Hello! Before anything else — thanks! Thanks for opening this email or clicking the link that led you here or skimming via the Substack app or for picking up a printed copy from a stack of papers at the NSA/MI6/whoever is violating people’s privacy in other countries. I owe you, for real.
I’ve been a negligent newsletter writer in recent weeks (especially to my paid subscriber friends, I missed a monthly horoscope. As always, if you’d like a refund for that reason or no reason, just let me know!).
I can’t really blame this negligence on anything aside from the combination of world events getting me down and the feeling that my writing here was drifting a bit from what I meant for it to be. Is that neurotic/wishy washy enough? Judging by the amount of grammatical caveating with parentheses and forward slashes and conjunctions so far, yes, it is wishy washy enough.
The name of this newsletter is Ask Good Questions and I can’t remember if I’ve explained why that is before.
Here’s the story: my dad is a very smart person and a very curious person. As much as I have respect for his parents for a lot of what they gave to him and how they raised him, that curiosity and that intellectual thirst is decidedly not something that was given to him. But as long as I’ve known him, he’s been a reader and a question asker.
Coach Foos has never been afraid to look up the phone number of an expert in a field he cares about, cold call them, and ask if they have some time to talk. Basketball coaches, history teachers, professors at graduate schools he kind of knows about but mostly just likes their basketball team.1 No one is off limits. That’s already enough to inspire me to be the way I am, but this newsletter’s origins are really even more literal than that.
Growing up, my siblings and I knew to expect that when we saw our dad at the end of a school day, after he set down his briefcase and gym bag. Perhaps over a bowl of mint chocolate chip BlueBell ice cream, sitting on a warm patio, feet kicked up onto cast iron furniture while our mom worked valiantly in the background to turn rocky Texas soil into a garden, he’d inquire, Did you ask any good questions today?
That’s how my dad taught us to measure a day, by whether or not we’d asked any good questions. Not by how well we’d answered questions, but by how well we’d asked questions. At the risk of being saccharine, this is very cool to me. This is why I write a newsletter and what I think I’ve been drifting away from.
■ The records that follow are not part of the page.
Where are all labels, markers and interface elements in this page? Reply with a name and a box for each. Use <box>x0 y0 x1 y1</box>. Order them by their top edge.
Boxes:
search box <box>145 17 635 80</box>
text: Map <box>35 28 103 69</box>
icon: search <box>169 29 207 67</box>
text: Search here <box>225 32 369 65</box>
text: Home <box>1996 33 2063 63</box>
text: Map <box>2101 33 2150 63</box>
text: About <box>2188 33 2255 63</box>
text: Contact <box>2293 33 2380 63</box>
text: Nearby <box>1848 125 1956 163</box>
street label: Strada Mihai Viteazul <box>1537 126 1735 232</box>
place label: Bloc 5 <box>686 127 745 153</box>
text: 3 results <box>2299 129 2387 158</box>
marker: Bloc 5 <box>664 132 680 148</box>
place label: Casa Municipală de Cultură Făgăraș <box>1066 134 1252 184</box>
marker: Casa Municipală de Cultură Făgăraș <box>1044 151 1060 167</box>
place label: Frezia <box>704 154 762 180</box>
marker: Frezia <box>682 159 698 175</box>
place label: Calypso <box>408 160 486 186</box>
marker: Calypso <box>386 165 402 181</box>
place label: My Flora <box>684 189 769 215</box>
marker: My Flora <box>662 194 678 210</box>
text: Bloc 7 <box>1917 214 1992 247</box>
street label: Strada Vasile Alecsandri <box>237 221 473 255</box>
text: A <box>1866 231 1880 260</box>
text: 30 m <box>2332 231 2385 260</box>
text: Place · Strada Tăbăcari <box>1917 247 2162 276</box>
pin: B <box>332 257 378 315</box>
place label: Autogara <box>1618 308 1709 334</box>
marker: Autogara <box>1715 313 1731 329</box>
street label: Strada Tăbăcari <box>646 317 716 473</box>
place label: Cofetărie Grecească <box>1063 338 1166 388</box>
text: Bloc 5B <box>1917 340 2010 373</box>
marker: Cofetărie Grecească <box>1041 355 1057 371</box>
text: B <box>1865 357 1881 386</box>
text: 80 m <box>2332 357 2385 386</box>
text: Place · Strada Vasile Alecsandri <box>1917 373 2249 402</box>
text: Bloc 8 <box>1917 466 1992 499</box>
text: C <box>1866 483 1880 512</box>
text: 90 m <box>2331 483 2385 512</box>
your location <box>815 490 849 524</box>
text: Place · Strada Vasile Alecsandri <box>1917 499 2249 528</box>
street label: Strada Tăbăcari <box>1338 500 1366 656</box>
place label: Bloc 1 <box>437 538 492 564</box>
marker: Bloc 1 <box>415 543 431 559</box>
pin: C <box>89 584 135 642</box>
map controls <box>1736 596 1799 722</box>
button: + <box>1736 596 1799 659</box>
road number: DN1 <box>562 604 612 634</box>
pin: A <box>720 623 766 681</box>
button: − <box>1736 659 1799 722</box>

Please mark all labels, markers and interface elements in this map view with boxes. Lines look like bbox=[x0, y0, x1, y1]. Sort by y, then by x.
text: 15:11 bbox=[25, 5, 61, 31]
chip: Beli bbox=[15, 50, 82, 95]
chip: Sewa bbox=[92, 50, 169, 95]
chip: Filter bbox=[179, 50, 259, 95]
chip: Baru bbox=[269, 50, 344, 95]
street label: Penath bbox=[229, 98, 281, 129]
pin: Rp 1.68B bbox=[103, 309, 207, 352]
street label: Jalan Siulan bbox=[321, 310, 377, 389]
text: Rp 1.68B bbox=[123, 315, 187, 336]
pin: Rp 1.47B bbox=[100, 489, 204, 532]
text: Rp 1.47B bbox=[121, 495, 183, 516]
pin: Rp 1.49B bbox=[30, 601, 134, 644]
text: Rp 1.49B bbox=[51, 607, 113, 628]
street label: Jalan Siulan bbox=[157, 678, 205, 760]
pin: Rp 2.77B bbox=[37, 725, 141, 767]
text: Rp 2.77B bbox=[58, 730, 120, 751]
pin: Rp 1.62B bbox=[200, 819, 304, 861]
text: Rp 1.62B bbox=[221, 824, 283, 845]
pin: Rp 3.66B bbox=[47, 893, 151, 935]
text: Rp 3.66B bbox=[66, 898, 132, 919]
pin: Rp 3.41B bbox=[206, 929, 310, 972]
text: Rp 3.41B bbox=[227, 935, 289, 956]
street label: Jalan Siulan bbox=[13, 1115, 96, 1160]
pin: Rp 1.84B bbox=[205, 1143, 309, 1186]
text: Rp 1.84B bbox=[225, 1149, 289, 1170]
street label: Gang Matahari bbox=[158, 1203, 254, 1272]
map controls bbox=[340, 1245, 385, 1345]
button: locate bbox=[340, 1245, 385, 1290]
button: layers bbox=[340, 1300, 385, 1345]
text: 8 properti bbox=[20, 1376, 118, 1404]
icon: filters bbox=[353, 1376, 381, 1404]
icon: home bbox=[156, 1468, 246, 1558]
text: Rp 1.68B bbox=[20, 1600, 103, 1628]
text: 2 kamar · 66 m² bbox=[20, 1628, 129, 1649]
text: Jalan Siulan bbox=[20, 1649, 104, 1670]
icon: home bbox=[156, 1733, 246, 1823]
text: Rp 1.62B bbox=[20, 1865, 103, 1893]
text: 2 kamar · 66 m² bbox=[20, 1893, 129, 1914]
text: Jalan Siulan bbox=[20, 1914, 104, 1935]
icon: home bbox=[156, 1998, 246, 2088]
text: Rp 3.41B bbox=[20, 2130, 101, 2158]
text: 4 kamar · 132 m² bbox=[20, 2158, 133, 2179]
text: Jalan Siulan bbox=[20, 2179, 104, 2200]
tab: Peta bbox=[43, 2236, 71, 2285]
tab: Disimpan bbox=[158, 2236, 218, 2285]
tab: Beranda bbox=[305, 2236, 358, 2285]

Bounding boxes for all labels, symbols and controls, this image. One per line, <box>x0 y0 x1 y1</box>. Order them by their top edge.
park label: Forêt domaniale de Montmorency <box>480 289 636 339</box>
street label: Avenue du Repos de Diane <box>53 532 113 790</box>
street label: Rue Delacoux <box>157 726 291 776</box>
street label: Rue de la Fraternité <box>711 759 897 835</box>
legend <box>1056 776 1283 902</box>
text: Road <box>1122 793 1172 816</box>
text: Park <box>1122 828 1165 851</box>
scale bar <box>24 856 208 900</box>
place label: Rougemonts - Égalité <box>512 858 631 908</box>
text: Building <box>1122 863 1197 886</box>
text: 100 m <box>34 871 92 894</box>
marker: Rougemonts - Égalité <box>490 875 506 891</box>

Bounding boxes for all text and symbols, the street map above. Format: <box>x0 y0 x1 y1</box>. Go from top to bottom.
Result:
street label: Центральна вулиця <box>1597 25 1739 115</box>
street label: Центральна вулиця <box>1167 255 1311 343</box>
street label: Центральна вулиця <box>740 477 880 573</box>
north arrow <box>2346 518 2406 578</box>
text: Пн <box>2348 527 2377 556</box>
Here’s what I’ll say with some certainty about the next week and about the near future of this newsletter:
I won’t be doing monthly horoscopes by Rising sign any more. There are already so many of those, for all levels of astrological interest. If you want me to connect you with one that matches your level of astrological interest, I’m truly happy to. Comment or email and I’ll hook you up.
I will be writing astrologically interesting monthly essays for paid subscribers, following the Sam Kriss model a bit2. What I mean is that I’ll write more experimental and potentially weird work for the paid readers. Ideas that I’m still playing with and that I think will be of use to you in their half-formed stage. Angling for these to be rooted in “good questions” which was the point of this whole thing in the first place.
There will still be essays for all subscribers, still weekly. Weirder sometimes and maybe more sappy sometimes, because I like that stuff too.
Interviews. Interviews. Interviews. (Thank you to those of you who I interviewed a while ago and who haven’t seen yours released yet. This Gemini Moon, ADHD boy appreciates your patience.)
That’s all for now. I hope you have a really good rest of your week and the Full Moon in Aries makes you feel capable and effective and like you don’t need to wait for anyone to start moving toward the life you want.
My dad famously went to Indiana University for grad school after not taking the GRE or having a complete application. He’d been in contact with some teachers in the program and they had a spot to fill. Not a “who you know” situation, but a “who you ask” situation.
But also not Sam Kriss, I don’t think anyone can really model themselves after that. Nor should they, probably.